“Il Pd accetti la sconfitta”. La lezione di Moni Ovadia a Letta & Co


Basta scuse e recriminazioni: “Il Pd deve accettare la sconfitta“. Lo sberla a Enrico Letta e compagni è arrivata da sinistra. Per di più, da un pacifista convinto come Moni Ovadia: uno che, prima di agitare (anche metaforicamente) le mani, ci pensa due volte. In questo caso, pare di capire, un sonoro scossone era però necessario e così l’attore di origini bulgare ha impartito ai dem una lezione politica.
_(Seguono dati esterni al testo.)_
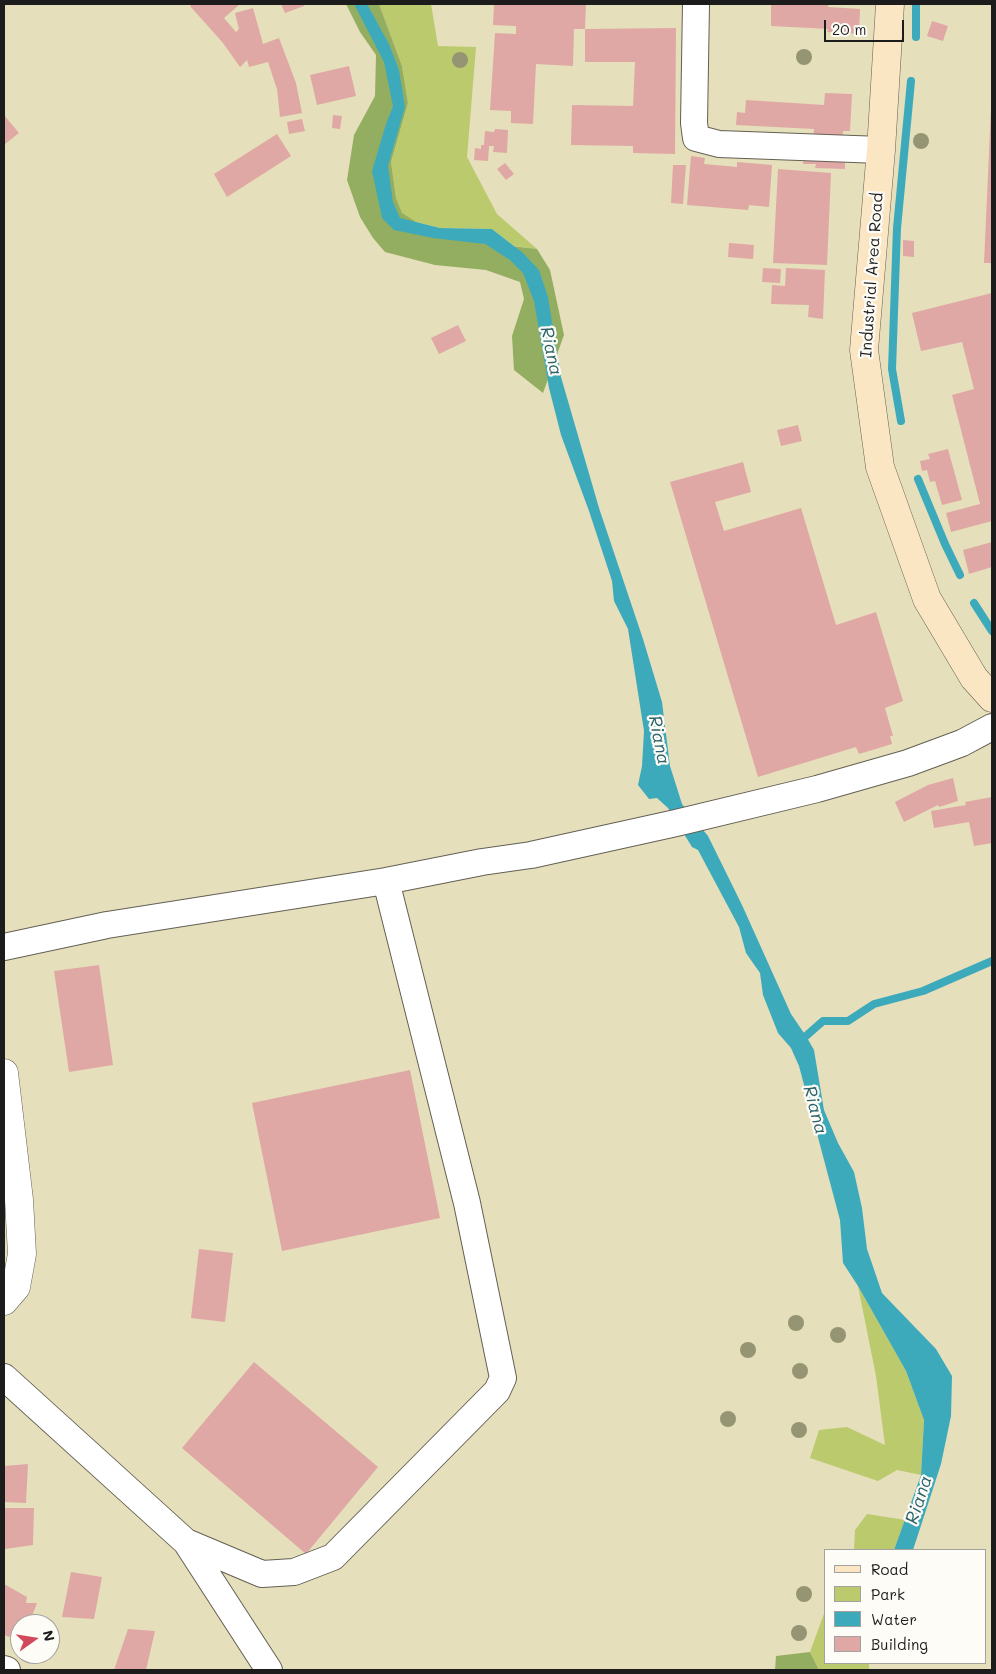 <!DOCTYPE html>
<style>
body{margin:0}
#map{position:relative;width:996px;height:1674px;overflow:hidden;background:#e6dfbb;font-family:Mali,sans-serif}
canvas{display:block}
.frame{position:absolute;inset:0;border:5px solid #1c1c1c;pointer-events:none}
.legend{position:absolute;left:824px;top:1549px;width:162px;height:115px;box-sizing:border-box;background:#fdfcf7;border:1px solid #a3a29f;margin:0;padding:6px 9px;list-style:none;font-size:15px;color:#1c1c1c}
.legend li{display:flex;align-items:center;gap:10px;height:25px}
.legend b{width:25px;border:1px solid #a3a29f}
.north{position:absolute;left:10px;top:1614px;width:50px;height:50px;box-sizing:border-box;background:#fdfcf7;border:1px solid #a3a29f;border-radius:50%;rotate:77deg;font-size:14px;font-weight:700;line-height:20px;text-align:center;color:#1c1c1c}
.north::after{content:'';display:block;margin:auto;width:18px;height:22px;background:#d1495b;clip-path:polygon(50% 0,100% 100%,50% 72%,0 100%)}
.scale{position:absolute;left:824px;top:20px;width:80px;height:22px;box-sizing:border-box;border:2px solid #1c1c1c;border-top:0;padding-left:6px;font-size:15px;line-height:18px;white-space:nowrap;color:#1c1c1c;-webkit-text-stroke:4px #fdfcf7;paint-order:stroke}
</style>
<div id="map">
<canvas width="996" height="1674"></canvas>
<div class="frame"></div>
<ul class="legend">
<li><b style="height:6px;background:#fbe6c4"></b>Road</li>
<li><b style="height:14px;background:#baca6c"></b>Park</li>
<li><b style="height:14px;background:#3daabc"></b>Water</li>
<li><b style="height:14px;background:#dfa8a4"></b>Building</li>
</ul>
<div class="north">N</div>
<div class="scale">20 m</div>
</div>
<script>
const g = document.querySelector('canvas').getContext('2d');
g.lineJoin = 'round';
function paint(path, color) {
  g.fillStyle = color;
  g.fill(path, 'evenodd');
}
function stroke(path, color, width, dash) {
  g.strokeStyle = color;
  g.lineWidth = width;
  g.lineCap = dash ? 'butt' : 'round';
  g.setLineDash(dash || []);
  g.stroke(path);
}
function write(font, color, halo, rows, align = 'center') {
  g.font = font + ' Mali,sans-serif';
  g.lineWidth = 4.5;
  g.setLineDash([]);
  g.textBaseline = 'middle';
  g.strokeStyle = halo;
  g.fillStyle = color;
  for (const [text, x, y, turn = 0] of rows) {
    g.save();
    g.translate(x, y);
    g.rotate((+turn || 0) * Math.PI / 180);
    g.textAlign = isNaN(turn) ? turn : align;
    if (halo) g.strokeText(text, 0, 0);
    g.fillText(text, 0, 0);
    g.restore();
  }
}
const green = new Path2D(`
 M379 4H431L438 46 476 47 467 157 497 214 537 249 514 246 492 229 440 228 416 222 402 214 396 198 391 162 408 103 402 66Z
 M858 1286 906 1371 924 1420 921 1475 897 1470 878 1481 810 1458 819 1430 847 1427 885 1445 876 1376Z
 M867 1514 905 1520 894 1550H854L855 1530Z
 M825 1611V1663H869V1670H819L810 1652Z`);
const forest = new Path2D(`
 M346 4H379L402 66 408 103 391 162 396 198 402 213 435 234 494 244 537 249 550 270 564 335 543 393 514 370 512 336 524 299 520 282 486 270 435 265 385 252 373 238 360 217 347 180 354 135 375 96 376 55 360 32Z
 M810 1652 819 1670H775L776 1656Z`);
const water = new Path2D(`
 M354 4H367L389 44 399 70 405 107 388 166 393 202 400 218 440 228 492 229 523 253 539 270 548 297 561 377 599 508 643 639 662 702 670 766 682 804 708 836 742 905 791 1014 806 1036 814 1050 824 1110 838 1143 854 1172 862 1208 867 1249 882 1293 936 1349 952 1376 951 1416 941 1464 913 1550H894L921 1475 924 1420 906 1371 858 1286 843 1263 840 1220 799 1066 791 1048 778 1033 763 995 760 973 746 953 739 927 698 850 692 847 668 808 657 798 649 799 638 785 642 766 644 731 628 629 614 601 612 581 589 511 561 435 549 388 534 301 523 273 510 260 485 244 433 238 394 230 382 218 372 171 386 124 393 106 384 62Z`);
const stream = new Path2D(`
 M916 37V4
 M901 421 892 369 897 228 911 81
 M918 479 945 544 960 575
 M974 603 992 631
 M799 1040 806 1036 823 1021H848L874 1004 923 991 992 961`);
const building = new Path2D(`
 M193 4H240L224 18 236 32 239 29 235 13 253 8 263 44 279 38 296 83 302 113 280 117 277 89 268 62 249 67 247 60 240 67 223 43 190 6Z
 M281 4H304V6L285 13Z
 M494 4H586L585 29H574L573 66 536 64 533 124 511 123V111L490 110 495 33 516 34V26L493 25Z
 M771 4H829L828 7 860 9 859 34 827 32 828 29 811 28 771 26Z
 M932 21 948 26 943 41 927 36Z
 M676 28 675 154 633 153V146L571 145 572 105 633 106 635 62H585V29Z
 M349 66 356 96 317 105 310 75Z
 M825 93 852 94 850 131H843L842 142 813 140 814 129 736 125 737 112 745 113 746 100 824 105Z
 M991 108H992V263H984Z
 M4 115 19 133 5 144 4 143Z
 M333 115 342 116 340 129 332 128Z
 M302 119 305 131 289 134 287 122Z
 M495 129 508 130 507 153 493 152 494 146H489L488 161 474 160 475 148 481 149V145H484L485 131 494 132Z
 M277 134 291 156 227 197 214 174Z
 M845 155V169L815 168 816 164H803L804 156Z
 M691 156 705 158 704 164 737 167V162L772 165 769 207 749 205 748 210 687 205Z
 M505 163 514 174 506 180 497 169Z
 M673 165H686L683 204 671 203Z
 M778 169 831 173 827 265 773 263Z
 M903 240 914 241V257L903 256Z
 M729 243 754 245 753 259 728 257Z
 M763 268 781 269 780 283 762 282Z
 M786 268 825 270 823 319 808 317 809 305 771 304 772 285 785 286Z
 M992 293V521L951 532 946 513 980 504 952 395 974 389 962 342 921 351 912 313Z
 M458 325 466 341 439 354 431 338Z
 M798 425 802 441 781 446 777 430Z
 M948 449 962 500 942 505 935 481 930 482 927 470 922 471 920 461 930 459 928 454Z
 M743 462 751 492 715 502 724 531 801 508 836 625 876 612 903 701 885 708 893 736H890L892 744 859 754 856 747 758 777 670 482Z
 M992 542V567L969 574 963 550Z
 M953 778 958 801 939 807 938 805 904 822 895 802 928 785Z
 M992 797V843L974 846 969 822 934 828 931 811 966 805 965 802Z
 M99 965 113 1065 69 1072 54 971Z
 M410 1070 440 1218 282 1251 252 1103Z
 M199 1249 233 1253 225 1322 191 1318Z
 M254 1362 378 1467 306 1554 182 1448Z
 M28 1464 26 1503 4 1502V1466Z
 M4 1508H34L33 1545 5 1549Z
 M71 1572 102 1577 94 1619 62 1617Z
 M4 1584 27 1597 26 1603H37L29 1624H20V1634L12 1633 9 1637 4 1635Z
 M128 1629 155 1631 146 1670H114Z`);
const minor = new Path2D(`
 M696 4 694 123 696 138 719 144 881 150
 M4 947 107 925 386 881 482 862 531 855 676 823 817 789 908 763 962 743 992 727
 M4 1377 186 1542 269 1670
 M186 1542 262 1574 294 1572 333 1557 497 1391 503 1378 467 1203 386 881
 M4 1669 7 1670`);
const tertiary = new Path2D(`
 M4 1073 19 1200 22 1254 16 1287 4 1301`);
const secondary = new Path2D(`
 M890 4 881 150 864 350 880 467 927 599 974 678 992 698`);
const trees = [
 [804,57],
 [460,60],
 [921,141],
 [796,1323],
 [838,1335],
 [748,1350],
 [800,1371],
 [728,1419],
 [799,1430],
 [804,1594],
 [799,1633]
];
const streetNames = [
 ["Industrial Area Road",872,275,-86]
];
const waterNames = [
 ["Riana",551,351,78],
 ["Riana",659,740,79],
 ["Riana",815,1110,75],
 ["Riana",919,1500,-72]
];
paint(green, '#baca6c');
paint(forest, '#93ae60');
paint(water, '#3daabc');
stroke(stream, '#3daabc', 8);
paint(building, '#dfa8a4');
stroke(minor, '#636054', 28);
stroke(tertiary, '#636054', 29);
stroke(secondary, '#636054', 29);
stroke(minor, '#fff', 26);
stroke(tertiary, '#fff', 28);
stroke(secondary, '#fbe6c4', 28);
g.fillStyle = '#959573';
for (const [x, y] of trees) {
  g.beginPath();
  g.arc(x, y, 8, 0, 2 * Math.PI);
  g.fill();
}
write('16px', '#1c1c1c', '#fdfcf7', streetNames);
write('italic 18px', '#2c636c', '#fdfcf7', waterNames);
</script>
Moni Ovadia, la strigliata al Pd

La Meloni ha idee contrapposte alle mie ma è stata eletta democraticamente, è in Parlamento, perché non dovrebbe governare?“, ha commentato Moni Ovadia in una conversazione con l’Adnkronos. L’attore ha poi criticato l’atteggiamento post-elettorale del Pd: “Non è così che si combatte un avversario politico. L’unico modo per combattere un avversario politico è quello di dimostrare che sei meglio di lui, non quello di piagnucolare“. Secondo il popolare drammaturgo, peraltro, i dem avrebbero anche sbagliato ad agitare in modo strumentale il tema dell’antifascismo. L’esito autolesionista di quella operazione avrebbe poi trovato una corrispondenza dall’esito delle urne.

L’antifascismo di comodo

Il Pd per combattere la Meloni usa l’antifascismo, ma lo fa solo quando gli conviene. Antifascismo significa innanzitutto costruire una società di eguali come recita l’articolo 3 della Costituzione. Ma il Pd che ha fatto? La sinistra ormai ha abbandonato il popolo per abbracciare il potere, ha abbandonato i veri valori della socialdemocrazia, ha osannato Macron che è un uomo di destra e ha avuto Renzi, il più grande nemico della sinistra del paese, come segretario“, ha affermato Ovadia, ribadendo il proprio pensiero in chiave fortemente critica verso il partito di Enrico Letta.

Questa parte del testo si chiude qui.